Collected data entries →
_ _ _
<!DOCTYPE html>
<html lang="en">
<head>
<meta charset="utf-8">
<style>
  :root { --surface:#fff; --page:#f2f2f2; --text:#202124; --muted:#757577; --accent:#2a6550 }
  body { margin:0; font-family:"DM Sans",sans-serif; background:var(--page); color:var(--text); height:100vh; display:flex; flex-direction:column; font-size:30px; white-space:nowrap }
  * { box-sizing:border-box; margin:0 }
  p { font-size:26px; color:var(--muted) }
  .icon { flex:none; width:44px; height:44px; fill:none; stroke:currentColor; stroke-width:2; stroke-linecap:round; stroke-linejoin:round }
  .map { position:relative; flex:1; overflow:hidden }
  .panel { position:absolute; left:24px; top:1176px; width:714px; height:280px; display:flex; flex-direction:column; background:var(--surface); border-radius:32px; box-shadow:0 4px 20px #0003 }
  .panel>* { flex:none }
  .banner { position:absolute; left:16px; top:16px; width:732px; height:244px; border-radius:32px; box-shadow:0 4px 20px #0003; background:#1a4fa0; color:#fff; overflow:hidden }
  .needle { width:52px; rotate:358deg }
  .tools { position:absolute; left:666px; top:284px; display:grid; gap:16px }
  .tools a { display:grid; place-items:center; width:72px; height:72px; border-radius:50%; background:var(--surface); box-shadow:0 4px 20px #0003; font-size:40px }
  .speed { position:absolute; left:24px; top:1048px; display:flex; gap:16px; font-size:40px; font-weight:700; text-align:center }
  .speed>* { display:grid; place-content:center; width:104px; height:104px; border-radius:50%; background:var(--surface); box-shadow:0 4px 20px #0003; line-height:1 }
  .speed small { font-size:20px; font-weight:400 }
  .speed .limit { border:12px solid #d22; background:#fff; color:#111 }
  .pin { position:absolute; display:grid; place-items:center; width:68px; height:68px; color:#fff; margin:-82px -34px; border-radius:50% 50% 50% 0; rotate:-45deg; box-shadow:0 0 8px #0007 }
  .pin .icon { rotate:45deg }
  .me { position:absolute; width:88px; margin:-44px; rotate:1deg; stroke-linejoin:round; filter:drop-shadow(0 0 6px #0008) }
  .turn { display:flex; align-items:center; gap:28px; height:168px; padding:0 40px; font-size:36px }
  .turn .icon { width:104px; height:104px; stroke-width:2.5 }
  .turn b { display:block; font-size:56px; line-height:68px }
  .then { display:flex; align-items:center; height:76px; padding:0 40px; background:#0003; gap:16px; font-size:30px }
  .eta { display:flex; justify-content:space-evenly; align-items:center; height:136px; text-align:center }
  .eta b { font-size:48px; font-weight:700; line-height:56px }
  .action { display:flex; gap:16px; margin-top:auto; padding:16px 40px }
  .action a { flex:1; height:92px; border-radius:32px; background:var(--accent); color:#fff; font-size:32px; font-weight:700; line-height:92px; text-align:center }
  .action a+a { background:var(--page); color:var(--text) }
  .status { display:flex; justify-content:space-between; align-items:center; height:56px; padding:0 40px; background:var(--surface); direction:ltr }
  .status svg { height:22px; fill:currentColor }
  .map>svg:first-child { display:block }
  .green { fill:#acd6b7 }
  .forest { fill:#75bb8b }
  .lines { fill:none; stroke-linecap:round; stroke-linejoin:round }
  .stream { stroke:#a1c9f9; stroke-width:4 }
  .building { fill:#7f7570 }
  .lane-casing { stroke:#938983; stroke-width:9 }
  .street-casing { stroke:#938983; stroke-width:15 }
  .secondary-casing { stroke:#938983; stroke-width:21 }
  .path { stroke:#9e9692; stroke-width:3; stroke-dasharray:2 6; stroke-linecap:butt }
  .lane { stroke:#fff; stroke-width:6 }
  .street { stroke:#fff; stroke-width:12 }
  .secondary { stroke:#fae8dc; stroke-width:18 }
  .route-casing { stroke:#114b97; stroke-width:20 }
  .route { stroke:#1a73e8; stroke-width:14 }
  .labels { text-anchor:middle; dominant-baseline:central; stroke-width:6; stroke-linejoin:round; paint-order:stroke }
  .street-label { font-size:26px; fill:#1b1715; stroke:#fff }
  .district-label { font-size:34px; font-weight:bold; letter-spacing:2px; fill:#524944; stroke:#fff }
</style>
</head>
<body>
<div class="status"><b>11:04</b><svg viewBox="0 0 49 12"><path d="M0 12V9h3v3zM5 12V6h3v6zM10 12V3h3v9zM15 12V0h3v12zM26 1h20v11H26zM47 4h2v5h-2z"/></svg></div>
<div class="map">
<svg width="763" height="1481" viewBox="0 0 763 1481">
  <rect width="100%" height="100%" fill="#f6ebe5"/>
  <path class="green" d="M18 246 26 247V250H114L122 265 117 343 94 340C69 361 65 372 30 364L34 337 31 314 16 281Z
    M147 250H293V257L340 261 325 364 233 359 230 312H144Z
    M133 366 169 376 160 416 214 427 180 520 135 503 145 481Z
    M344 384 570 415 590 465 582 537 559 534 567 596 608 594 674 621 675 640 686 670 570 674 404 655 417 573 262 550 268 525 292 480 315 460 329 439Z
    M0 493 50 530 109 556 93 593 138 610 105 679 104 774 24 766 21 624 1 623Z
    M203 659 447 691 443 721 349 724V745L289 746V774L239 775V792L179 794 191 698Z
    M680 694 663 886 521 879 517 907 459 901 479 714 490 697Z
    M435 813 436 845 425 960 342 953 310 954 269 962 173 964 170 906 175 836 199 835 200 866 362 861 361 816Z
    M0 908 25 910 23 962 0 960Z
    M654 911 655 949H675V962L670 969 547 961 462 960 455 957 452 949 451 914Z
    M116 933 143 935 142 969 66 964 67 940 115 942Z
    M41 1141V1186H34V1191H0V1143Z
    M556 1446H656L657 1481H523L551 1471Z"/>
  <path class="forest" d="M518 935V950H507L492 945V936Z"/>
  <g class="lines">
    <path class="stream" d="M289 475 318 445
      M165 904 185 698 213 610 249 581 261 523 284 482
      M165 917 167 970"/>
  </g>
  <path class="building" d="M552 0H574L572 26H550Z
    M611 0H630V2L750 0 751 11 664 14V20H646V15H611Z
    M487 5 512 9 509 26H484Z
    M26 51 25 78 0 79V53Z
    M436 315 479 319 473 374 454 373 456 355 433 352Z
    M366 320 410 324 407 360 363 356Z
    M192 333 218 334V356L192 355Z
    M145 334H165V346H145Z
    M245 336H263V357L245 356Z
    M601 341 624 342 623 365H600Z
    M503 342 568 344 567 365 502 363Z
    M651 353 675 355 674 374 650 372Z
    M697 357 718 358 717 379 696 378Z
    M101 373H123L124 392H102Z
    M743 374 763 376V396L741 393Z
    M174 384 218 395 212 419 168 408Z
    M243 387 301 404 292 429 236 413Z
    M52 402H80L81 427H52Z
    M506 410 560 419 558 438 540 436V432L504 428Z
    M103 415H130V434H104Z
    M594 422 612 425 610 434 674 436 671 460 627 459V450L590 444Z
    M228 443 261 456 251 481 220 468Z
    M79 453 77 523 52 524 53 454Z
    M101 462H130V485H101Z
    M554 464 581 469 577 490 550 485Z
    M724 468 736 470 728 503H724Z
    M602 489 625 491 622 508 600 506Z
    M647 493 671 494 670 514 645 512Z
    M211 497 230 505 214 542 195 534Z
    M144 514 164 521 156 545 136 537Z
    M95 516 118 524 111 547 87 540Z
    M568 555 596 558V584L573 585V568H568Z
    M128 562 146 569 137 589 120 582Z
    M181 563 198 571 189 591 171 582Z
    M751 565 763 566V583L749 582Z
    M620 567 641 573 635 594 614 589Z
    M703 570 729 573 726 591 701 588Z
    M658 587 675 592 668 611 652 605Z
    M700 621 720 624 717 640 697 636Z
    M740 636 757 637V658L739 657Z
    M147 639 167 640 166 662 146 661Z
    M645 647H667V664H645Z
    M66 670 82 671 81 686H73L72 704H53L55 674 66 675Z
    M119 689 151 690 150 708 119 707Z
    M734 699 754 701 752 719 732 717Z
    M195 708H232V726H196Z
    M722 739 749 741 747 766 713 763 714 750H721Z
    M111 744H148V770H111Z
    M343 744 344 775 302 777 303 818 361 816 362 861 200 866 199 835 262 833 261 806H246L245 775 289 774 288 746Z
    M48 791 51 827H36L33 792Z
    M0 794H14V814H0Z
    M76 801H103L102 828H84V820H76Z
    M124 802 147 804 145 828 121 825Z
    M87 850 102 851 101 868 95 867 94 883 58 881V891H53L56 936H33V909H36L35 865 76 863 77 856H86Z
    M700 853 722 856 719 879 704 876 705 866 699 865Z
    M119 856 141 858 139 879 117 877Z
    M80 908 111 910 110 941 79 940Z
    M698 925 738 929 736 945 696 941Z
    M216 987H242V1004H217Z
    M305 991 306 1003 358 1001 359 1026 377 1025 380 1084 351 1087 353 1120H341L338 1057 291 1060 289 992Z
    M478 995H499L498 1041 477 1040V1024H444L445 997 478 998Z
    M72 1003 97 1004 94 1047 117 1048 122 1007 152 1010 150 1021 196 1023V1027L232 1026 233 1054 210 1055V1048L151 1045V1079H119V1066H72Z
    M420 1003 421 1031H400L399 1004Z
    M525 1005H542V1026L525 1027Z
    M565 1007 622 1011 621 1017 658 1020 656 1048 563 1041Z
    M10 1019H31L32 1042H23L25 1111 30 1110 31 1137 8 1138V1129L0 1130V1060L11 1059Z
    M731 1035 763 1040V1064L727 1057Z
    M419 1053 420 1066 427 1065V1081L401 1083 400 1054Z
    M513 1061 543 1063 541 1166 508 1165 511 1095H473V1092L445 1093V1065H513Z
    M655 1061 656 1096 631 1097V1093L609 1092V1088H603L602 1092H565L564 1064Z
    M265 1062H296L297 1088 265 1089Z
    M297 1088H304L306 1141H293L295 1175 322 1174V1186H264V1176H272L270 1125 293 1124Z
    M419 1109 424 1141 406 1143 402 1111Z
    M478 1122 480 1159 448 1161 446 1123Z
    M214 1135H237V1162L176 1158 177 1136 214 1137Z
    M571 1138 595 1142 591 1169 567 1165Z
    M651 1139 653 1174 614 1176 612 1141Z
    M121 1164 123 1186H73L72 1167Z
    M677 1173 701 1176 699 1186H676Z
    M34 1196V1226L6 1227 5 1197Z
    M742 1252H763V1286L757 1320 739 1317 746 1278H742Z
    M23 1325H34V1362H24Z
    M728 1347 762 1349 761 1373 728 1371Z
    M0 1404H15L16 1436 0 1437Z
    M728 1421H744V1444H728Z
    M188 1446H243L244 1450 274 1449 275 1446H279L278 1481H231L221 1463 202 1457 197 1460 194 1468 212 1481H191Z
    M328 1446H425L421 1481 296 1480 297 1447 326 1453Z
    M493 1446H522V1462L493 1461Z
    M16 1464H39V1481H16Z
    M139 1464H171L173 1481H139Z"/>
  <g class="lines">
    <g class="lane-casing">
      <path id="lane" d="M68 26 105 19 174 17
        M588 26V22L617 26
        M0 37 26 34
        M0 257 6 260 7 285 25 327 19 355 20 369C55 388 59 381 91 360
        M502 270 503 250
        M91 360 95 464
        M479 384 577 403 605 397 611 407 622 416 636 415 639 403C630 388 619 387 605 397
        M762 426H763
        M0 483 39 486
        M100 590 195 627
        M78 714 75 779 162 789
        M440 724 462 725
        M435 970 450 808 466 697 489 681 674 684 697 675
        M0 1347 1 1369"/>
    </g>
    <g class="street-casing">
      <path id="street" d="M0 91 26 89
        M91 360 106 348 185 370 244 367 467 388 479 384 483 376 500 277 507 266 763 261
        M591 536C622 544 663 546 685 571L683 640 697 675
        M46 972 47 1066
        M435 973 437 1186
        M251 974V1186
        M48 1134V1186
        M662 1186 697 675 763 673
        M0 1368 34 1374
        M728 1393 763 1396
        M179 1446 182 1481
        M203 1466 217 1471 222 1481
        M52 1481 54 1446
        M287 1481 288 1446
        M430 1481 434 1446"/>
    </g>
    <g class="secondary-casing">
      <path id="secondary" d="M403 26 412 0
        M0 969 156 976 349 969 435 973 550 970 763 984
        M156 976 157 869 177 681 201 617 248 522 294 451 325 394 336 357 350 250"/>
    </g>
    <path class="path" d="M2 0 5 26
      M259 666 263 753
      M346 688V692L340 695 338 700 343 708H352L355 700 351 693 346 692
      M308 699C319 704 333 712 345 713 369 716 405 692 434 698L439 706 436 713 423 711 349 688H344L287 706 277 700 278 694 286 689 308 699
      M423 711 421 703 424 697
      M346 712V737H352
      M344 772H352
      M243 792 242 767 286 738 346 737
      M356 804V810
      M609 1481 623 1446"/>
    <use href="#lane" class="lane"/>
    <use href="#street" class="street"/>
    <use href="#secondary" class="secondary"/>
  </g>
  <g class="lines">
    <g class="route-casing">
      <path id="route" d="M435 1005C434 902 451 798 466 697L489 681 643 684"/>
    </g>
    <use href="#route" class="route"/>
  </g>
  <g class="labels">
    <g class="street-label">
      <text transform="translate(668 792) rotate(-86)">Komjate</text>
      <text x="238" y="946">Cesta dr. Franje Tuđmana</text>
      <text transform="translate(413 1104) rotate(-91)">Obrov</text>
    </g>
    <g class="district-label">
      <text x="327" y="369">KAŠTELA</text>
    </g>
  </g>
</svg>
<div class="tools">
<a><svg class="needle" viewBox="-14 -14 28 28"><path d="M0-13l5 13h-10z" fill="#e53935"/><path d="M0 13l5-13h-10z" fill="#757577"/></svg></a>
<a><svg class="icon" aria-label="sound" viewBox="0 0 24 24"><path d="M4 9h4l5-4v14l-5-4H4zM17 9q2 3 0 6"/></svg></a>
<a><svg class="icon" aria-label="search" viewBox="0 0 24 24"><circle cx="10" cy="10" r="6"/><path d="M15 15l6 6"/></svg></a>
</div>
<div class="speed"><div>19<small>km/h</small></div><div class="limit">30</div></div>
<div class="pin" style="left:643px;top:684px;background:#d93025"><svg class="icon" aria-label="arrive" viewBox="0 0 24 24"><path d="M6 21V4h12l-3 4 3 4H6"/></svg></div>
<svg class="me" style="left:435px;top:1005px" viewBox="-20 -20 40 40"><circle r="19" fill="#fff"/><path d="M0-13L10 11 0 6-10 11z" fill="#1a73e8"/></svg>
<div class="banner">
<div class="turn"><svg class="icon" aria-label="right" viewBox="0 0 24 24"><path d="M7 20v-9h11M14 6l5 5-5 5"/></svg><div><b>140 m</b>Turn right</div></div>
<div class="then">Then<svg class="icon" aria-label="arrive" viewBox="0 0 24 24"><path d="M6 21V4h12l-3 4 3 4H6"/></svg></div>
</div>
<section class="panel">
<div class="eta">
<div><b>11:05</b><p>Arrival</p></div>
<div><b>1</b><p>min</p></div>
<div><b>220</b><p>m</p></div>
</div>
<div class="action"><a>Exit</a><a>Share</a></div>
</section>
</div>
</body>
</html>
_ _ _
INSTRUCTIONS FOR THE TASK →
Would you please copy all lines in the data that contain the word "linecap"?

OUTPUT BELOW →
  .icon { flex:none; width:44px; height:44px; fill:none; stroke:currentColor; stroke-width:2; stroke-linecap:round; stroke-linejoin:round }
  .lines { fill:none; stroke-linecap:round; stroke-linejoin:round }
  .path { stroke:#9e9692; stroke-width:3; stroke-dasharray:2 6; stroke-linecap:butt }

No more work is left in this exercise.